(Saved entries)
◇ ◇ ◇ ◇

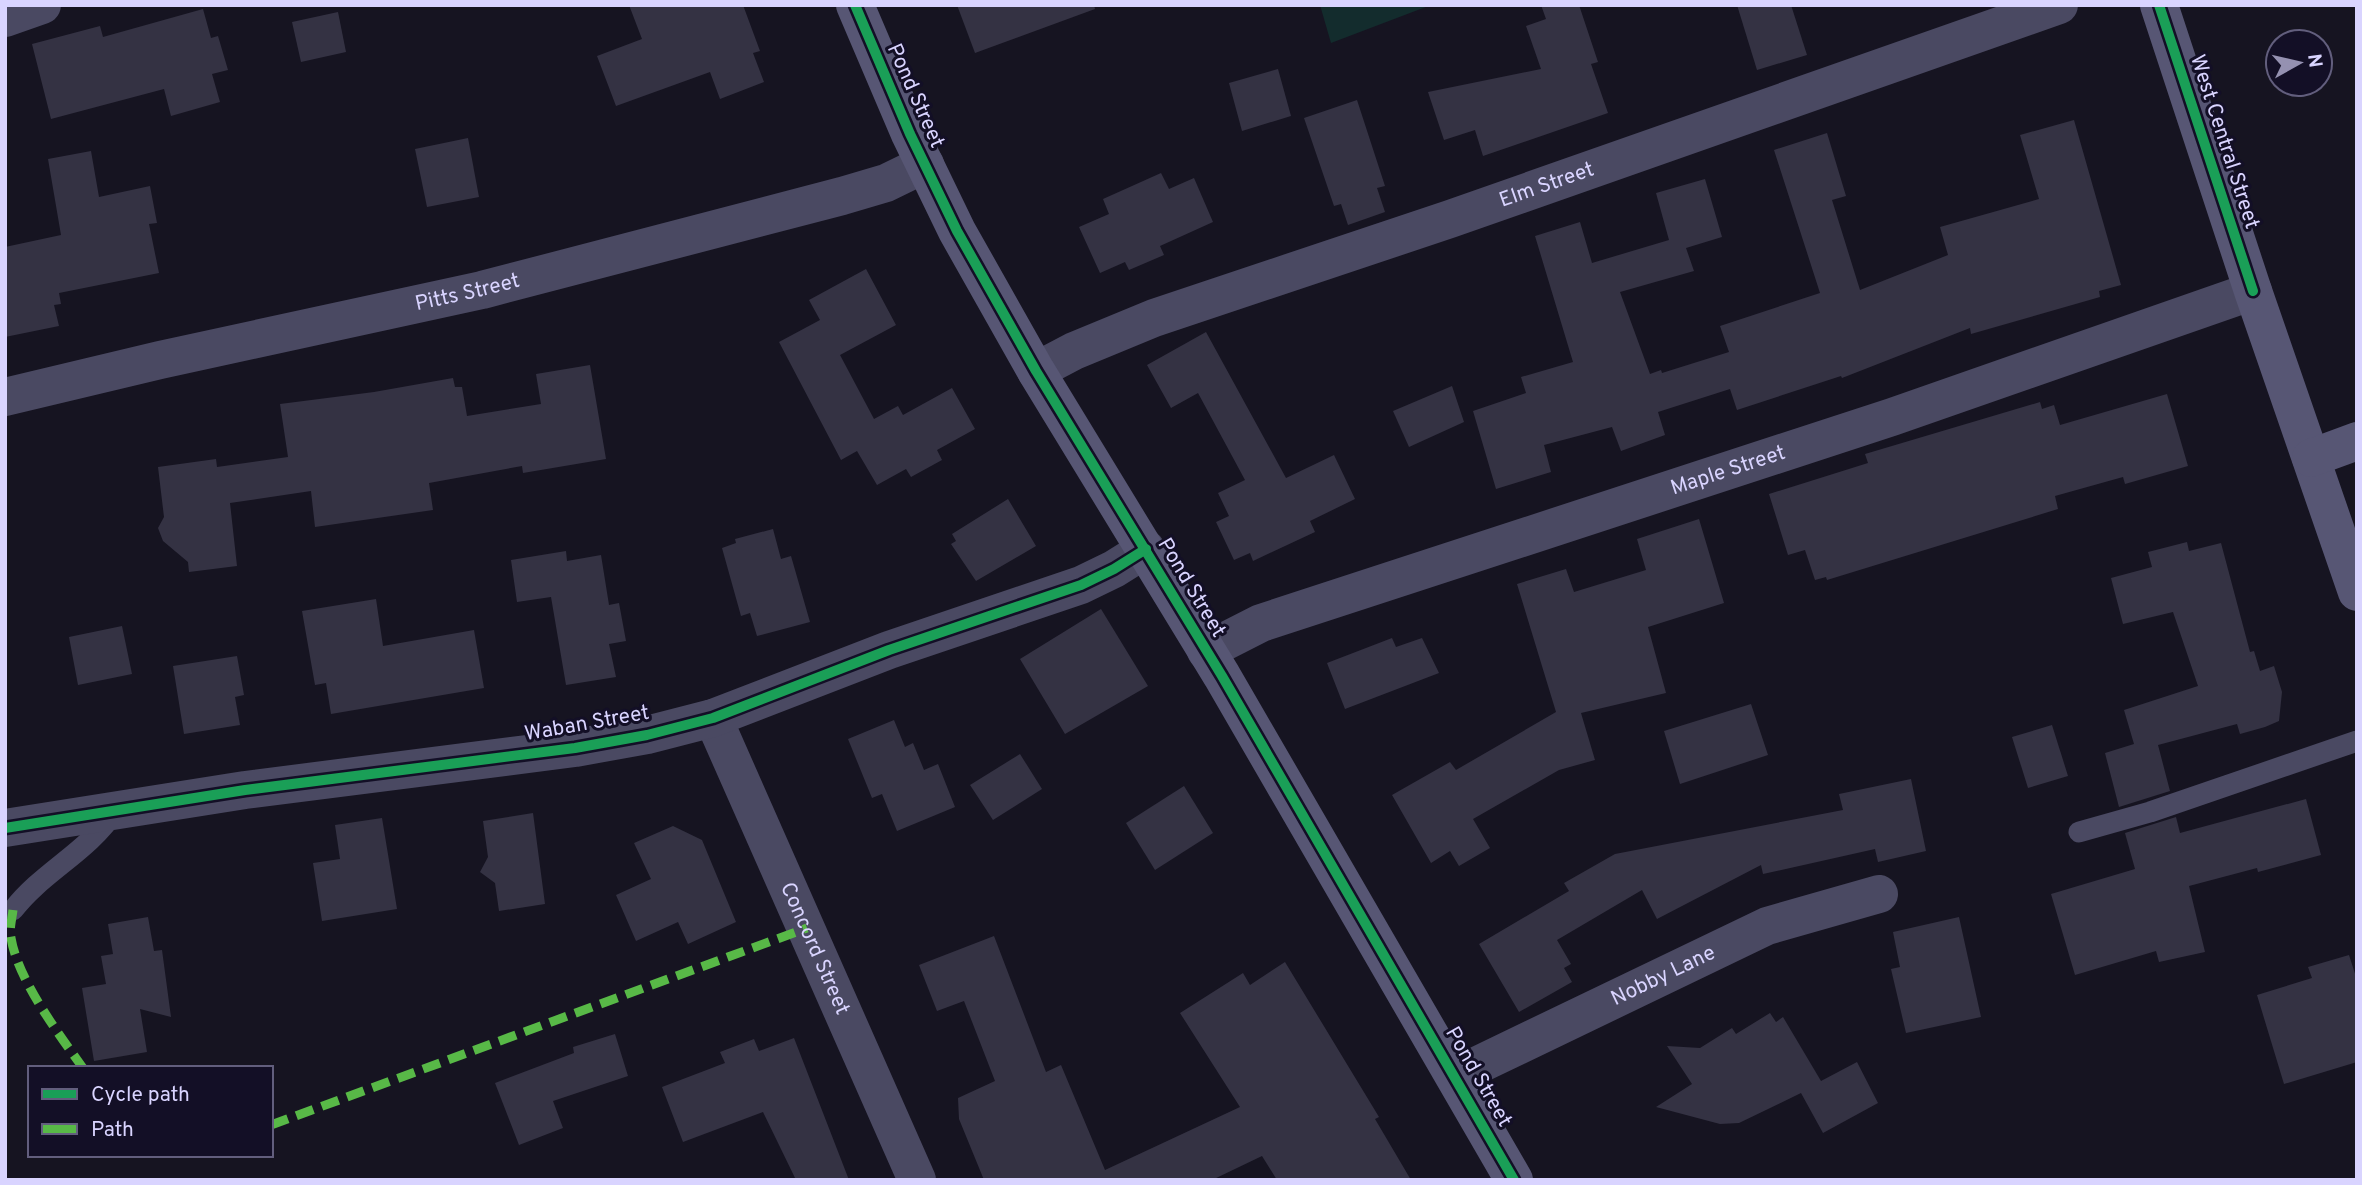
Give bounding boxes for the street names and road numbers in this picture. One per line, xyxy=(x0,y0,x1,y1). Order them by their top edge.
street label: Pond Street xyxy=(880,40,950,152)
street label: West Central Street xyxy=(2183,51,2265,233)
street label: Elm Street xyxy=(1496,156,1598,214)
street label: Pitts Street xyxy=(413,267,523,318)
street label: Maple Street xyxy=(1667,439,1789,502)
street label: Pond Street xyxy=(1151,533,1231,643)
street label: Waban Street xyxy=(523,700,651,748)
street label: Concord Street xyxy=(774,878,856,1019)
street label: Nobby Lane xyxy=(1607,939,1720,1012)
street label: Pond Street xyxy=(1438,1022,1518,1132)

◇ ◇ ◇ ◇

Exercise objective – Pictures stay out; copy every entry above exactly.

Written solution –
Give bounding boxes for the street names and road numbers in this picture. One per line, xyxy=(x0,y0,x1,y1). Order them by their top edge.
street label: Pond Street xyxy=(880,40,950,152)
street label: West Central Street xyxy=(2183,51,2265,233)
street label: Elm Street xyxy=(1496,156,1598,214)
street label: Pitts Street xyxy=(413,267,523,318)
street label: Maple Street xyxy=(1667,439,1789,502)
street label: Pond Street xyxy=(1151,533,1231,643)
street label: Waban Street xyxy=(523,700,651,748)
street label: Concord Street xyxy=(774,878,856,1019)
street label: Nobby Lane xyxy=(1607,939,1720,1012)
street label: Pond Street xyxy=(1438,1022,1518,1132)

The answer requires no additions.